|Van Santen, V - AUBURN UNIVERSITY|
Submitted to: Journal of Applied Microbiology
Publication Type: Peer Reviewed Journal
Publication Acceptance Date: December 13, 2004
Publication Date: August 1, 2005
Citation: Panangala, V.S., Van Santen, V.L., Shoemaker, C.A., Klesius, P.H. 2005. Analysis of 16s-23s intergenic spacer regions (isrs) of the rRNA operons in Edwardsiella ictaluri and Edwardsiella tarda isolates from fish. Journal of Applied Microbiology 99: 657-669. Interpretive Summary: Edwardsiella ictaluri and E. tarda are important bacterial pathogens of fish and are implicated with a substantial economic loss to the US aquaculture industry amounting to millions of dollars annually. Phenotypically, E. ictaluri has been characterized as a relatively homogeneous species while E. tarda has been widely considered as a heterogeneous bacterium capable of infecting both marine and fresh water fish as well as other terrestrial vertebrates. The present study was initiated to determine a genetic basis for the apparent homogeneity and/or polymorphism among the two species of Edwardsiella with a view to determine the underlying criteria from an epidemiological perspective. Results of this study confirmed that there is a genetic basis for the apparent homogeneity observed among E. ictaluri isolates, concomitantly revealing the degree of diversity among the E. tarda isolates examined. The studies also revealed a close genetic relationship between E. ictaluri and E. tarda which is useful for taxonomic purposes. Several restriction sites that differ between the intergenic spacer region sequences of E. ictaluri and E. tarda were identified that will be useful in distinguishing the two species. The new genetic information generated (for 27 gene sequences) for both E. ictaluri and E. tarda were deposited as 27 accession numbers in the National Center for Biotechnology Information, GenBank data base.

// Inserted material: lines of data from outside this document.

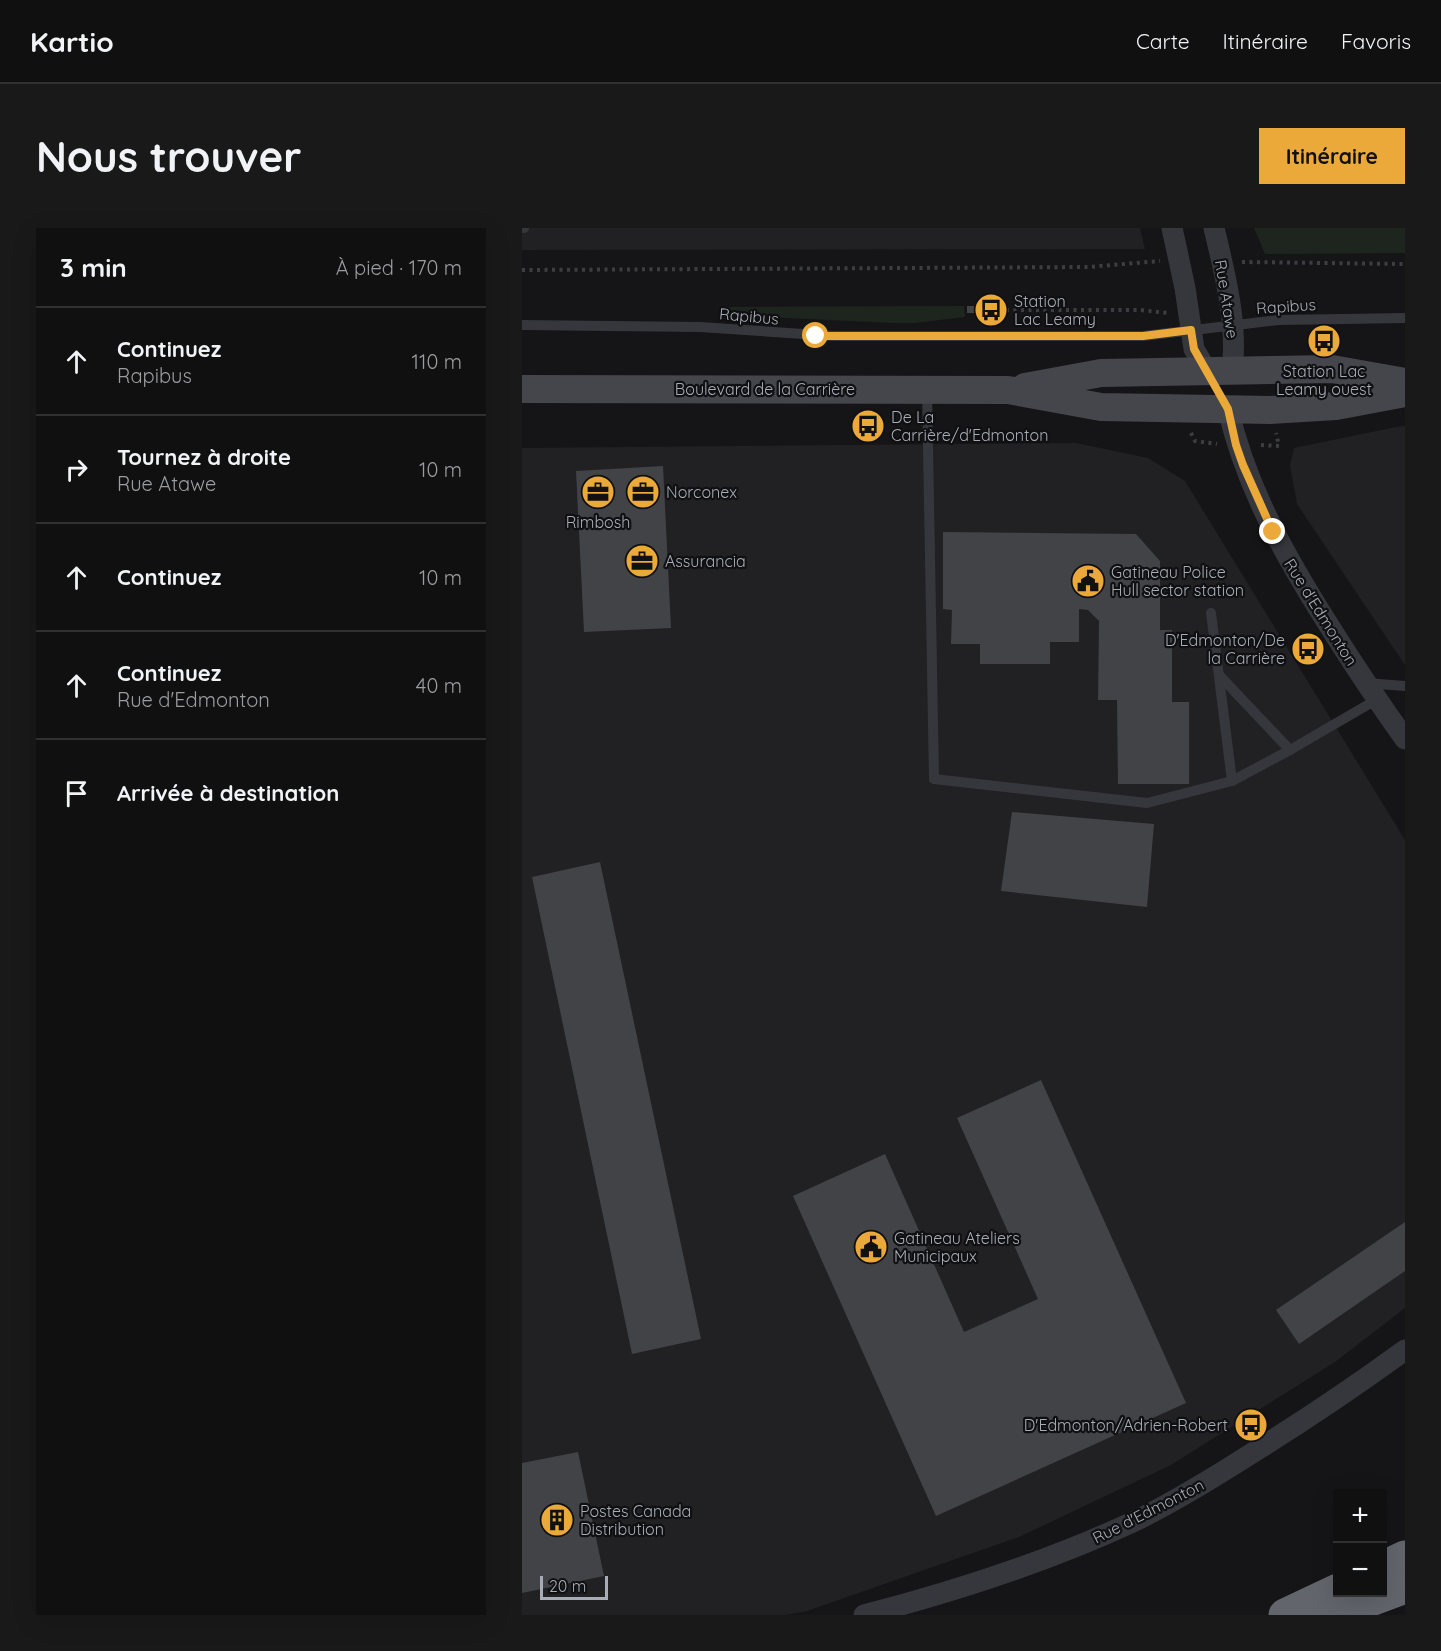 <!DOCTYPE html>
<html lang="fr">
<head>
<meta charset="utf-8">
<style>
	:root { --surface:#101011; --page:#19191a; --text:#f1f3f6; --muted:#9c9d9f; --line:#303031; --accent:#eba939 }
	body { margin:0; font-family:Quicksand,sans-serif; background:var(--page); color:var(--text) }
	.controls { position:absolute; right:18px; bottom:18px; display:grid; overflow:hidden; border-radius:0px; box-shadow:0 6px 24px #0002 }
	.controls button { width:54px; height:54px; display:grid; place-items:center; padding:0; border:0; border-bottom:2px solid var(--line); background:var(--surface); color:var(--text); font:30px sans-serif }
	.scale { position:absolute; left:18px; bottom:15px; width:68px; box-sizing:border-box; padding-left:6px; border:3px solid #a7adb6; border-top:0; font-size:16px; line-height:21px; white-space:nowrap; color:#a7adb6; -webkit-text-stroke:4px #101012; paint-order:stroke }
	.stop { position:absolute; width:18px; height:18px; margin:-14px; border:4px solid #eba939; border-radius:50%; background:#fff }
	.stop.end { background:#eba939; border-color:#fff; box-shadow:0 2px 6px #0008 }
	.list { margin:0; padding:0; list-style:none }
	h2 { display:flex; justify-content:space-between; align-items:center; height:78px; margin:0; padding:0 24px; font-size:26px }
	h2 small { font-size:20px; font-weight:400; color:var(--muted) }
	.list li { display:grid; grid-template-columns:39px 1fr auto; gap:18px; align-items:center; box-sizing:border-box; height:108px; padding:0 24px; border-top:2px solid var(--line) }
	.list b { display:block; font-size:22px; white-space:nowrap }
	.list p { margin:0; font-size:20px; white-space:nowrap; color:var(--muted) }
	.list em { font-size:20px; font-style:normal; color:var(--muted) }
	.icon { flex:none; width:33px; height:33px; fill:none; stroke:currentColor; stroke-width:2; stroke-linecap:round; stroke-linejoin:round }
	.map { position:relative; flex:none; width:883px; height:1387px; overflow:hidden; border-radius:0px }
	header { display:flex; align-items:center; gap:36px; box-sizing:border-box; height:84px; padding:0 30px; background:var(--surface); border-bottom:2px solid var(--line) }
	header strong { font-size:28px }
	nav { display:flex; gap:33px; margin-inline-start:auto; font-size:21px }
	.intro { display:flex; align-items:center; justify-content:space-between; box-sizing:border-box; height:144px; padding:0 36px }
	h1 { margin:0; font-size:42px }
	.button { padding:15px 27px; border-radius:0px; background:var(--accent); color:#111; font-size:21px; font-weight:700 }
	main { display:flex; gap:36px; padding:0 36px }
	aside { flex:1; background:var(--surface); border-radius:0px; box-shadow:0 6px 24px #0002 }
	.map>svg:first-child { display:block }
</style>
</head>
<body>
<header>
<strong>Kartio</strong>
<nav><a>Carte</a><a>Itinéraire</a><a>Favoris</a></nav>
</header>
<div class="intro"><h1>Nous trouver</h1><a class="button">Itinéraire</a></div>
<main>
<aside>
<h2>3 min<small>À pied · 170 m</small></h2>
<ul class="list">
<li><svg class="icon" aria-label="ahead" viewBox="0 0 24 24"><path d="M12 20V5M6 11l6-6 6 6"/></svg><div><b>Continuez</b><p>Rapibus</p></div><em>110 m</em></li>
<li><svg class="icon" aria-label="right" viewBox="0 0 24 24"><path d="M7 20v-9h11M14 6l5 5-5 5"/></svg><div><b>Tournez à droite</b><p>Rue Atawe</p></div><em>10 m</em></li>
<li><svg class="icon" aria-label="ahead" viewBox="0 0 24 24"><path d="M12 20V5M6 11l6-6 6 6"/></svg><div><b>Continuez</b></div><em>10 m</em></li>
<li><svg class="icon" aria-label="ahead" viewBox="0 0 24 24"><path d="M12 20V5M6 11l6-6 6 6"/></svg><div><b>Continuez</b><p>Rue d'Edmonton</p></div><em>40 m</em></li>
<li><svg class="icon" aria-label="arrive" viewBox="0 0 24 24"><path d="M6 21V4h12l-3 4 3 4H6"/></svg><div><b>Arrivée à destination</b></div></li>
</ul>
</aside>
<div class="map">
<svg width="883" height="1387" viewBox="0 0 883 1387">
	<rect width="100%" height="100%" fill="#151517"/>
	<g fill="#212124">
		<path d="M0,0H618L623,21L0,22Z"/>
		<path d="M883,198V437L775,276L768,237L772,220L874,199Z"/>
		<path d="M554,215L626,230L663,253L883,612V1080L813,1134L649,1237L497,1309L285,1383L263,1387H0V220Z"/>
	</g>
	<g fill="#1d251e">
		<path d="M732,0H883V25L743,26Z"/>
		<path d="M442,78L443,89L393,95H370L204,87V79Z"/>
	</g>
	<g fill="#414347">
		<rect x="445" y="78" width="22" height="7"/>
		<path d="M141,238L149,400L62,404L54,243Z"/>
		<path d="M421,304L614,306L638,333V402H650V474H667V556H596L595,472H576L577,393L566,382L557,381V414H528V436H458V416H429L430,382L421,381Z"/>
		<path d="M490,584L632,596L625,679L479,663Z"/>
		<path d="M78,634L179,1111L110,1126L10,649Z"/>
		<path d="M519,852L664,1175L414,1288L271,968L363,926L442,1104L516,1071L435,890Z"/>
		<path d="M883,994V1043L777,1116L754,1082Z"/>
		<path d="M56,1224L82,1348L0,1365V1235Z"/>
	</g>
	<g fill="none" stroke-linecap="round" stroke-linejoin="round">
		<g stroke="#3c3e43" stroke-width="4" stroke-dasharray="3 4.5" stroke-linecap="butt">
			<path d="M720,34L883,36"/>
			<path d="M0,42L566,39L638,33"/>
			<path d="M469,82H618L647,85"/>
			<path d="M669,205L673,213L695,216"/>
			<path d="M739,217L757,218L754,205"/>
		</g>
		<g stroke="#36373c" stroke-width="10">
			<path d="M0,0H2"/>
			<path d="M0,97L178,99L312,108H621L757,92L883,90"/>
			<path d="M405,164L412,551L625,575L710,553L768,522L854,472"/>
			<path d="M689,385L710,553"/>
			<path d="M697,447L768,522"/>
			<path d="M844,455L883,458"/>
		</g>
		<g stroke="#36373c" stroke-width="21">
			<path d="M650,0L663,60L672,121L685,143"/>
			<path d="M692,0C703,46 716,96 710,143"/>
			<path d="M706,181C723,254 757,317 796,380C824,425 852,468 883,511"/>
			<path d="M342,1387C435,1363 525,1334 613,1293C656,1272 696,1247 735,1222C786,1190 835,1157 883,1122"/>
		</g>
		<g stroke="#44464c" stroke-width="28">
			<path d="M503,159L579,145L810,141L883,154"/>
			<path d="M0,161L486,162L579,179L748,182L814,178L883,165"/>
		</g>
		<g stroke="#62656c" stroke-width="33">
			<path d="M860,1340L883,1329"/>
			<path d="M763,1387L816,1362"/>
			<path d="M809,1387L883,1359"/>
		</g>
	</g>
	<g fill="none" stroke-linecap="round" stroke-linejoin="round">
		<path stroke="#eba939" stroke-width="8" d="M294,108H621L669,102L672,121L706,181L714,217L721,237L751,304"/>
	</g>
	<defs>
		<symbol id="bus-disc" viewBox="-11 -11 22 22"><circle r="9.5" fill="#eba939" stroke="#101012"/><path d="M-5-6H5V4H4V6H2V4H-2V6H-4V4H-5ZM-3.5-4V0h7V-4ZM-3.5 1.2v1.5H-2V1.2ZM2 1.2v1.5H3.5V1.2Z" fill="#111"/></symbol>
		<symbol id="office-disc" viewBox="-11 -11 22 22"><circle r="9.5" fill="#eba939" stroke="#101012"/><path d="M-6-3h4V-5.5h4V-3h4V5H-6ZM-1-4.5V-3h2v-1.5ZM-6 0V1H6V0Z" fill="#111"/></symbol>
		<symbol id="civic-disc" viewBox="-11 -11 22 22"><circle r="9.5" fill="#eba939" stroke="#101012"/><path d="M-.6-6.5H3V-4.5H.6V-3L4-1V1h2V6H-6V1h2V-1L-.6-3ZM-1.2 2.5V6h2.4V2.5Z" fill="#111"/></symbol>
		<symbol id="building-disc" viewBox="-11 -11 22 22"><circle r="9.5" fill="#eba939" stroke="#101012"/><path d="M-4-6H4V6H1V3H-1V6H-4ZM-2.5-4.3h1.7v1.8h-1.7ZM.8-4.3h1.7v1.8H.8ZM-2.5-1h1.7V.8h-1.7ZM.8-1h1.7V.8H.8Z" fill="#111"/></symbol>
	</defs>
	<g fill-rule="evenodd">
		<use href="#bus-disc" x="450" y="63" width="38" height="38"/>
		<use href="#bus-disc" x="783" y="94" width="38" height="38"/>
		<use href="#bus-disc" x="327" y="179" width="38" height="38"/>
		<use href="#office-disc" x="57" y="245" width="38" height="38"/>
		<use href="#office-disc" x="102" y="245" width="38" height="38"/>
		<use href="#office-disc" x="101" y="314" width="38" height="38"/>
		<use href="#civic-disc" x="547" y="334" width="38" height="38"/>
		<use href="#bus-disc" x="767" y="402" width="38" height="38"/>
		<use href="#civic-disc" x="330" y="1000" width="38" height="38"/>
		<use href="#bus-disc" x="710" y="1178" width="38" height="38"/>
		<use href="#building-disc" x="16" y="1273" width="38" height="38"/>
	</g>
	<g text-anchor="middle" stroke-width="4.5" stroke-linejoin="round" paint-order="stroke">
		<g font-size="16" fill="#a7adb6" stroke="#101012">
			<text transform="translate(705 71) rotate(81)" y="6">Rue Atawe</text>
			<text transform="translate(764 78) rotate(-4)" y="6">Rapibus</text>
			<text transform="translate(227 88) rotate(5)" y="6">Rapibus</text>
			<text x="243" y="167">Boulevard de la Carrière</text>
			<text transform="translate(799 384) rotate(58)" y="6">Rue d'Edmonton</text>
			<text transform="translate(626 1283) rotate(-27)" y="6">Rue d'Edmonton</text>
		</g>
		<g font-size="16" fill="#a7adb6" stroke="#101012" text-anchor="start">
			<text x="492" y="79">Station<tspan x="492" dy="18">Lac Leamy</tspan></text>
			<text x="802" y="149" text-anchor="middle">Station Lac<tspan x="802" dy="18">Leamy ouest</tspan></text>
			<text x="369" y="195">De La<tspan x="369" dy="18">Carrière/d'Edmonton</tspan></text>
			<text x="144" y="270">Norconex</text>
			<text x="76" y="300" text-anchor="middle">Rimbosh</text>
			<text x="143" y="339">Assurancia</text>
			<text x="589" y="350">Gatineau Police<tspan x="589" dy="18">Hull sector station</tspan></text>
			<text x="763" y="418" text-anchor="end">D'Edmonton/De<tspan x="763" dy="18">la Carrière</tspan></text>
			<text x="372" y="1016">Gatineau Ateliers<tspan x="372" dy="18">Municipaux</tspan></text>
			<text x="706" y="1203" text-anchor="end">D'Edmonton/Adrien-Robert</text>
			<text x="58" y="1289">Postes Canada<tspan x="58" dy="18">Distribution</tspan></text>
		</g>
	</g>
</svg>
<div class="controls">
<button>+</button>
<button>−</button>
</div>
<div class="scale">20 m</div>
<div class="stop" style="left:294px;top:108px"></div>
<div class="stop end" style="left:751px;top:304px"></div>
</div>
</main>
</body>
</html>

Technical Abstract: The interspecies and intraspecies differences based on the 16S-23S rRNA intergenic spacer region (ISR) sequences of the fish pathogens Edwardsiella ictaluri and E. tarda were analysed. The 16S-23S rRNA spacer regions of 13 E. ictaluri and four E. tarda isolates from four geographic regions were amplified by PCR with primers complementary to conserved sequences within the flanking 16S-23S rRNA coding sequences. Two products were generated from all isolates, without interspecies or intraspecific size polymorphisms. Sequence analysis of the amplified fragments revealed a smaller ISR of 350 bp, which contained a gene for tRNA Glutamine, and a larger ISR of 441 bp, which contained genes for tRNA Isoleucine and tRNA Alanine. The sequences of the smaller ISRs of different E. ictaluri isolates were essentially identical to each other. Partial sequences of larger ISRs from several E. ictaluri isolates also revealed no differences from the one complete E. ictaluri large ISR sequence obtained. The sequences of the smaller ISR of E. tarda were 97% identical to the E. ictaluri smaller ISR and the larger ISRs were 96-98% identical to the E. ictaluri larger ISR sequence. The E. tarda isolates displayed limited ISR sequence heterogeneity, with ' 97% sequence identity among isolates for both small and large ISRs. There is a high degree of size and sequence similarity of 16S-23S ISRs both among isolates within E. ictaluri and E. tarda species and between the two species. Our results confirm a close genetic relationship between E. ictaluri and E. tarda and the relative homogeneity of E. ictaluri isolates compared to E. tarda isolates. Because no differences were found in ISR sequences among E. ictaluri isolates, sequence analysis of the ISR will not be useful for epidemiological studies of E. ictaluri. However, we identified restriction sites that differ between ISR sequences of E. ictaluri and E. tarda, which will be useful in distinguishing the two species.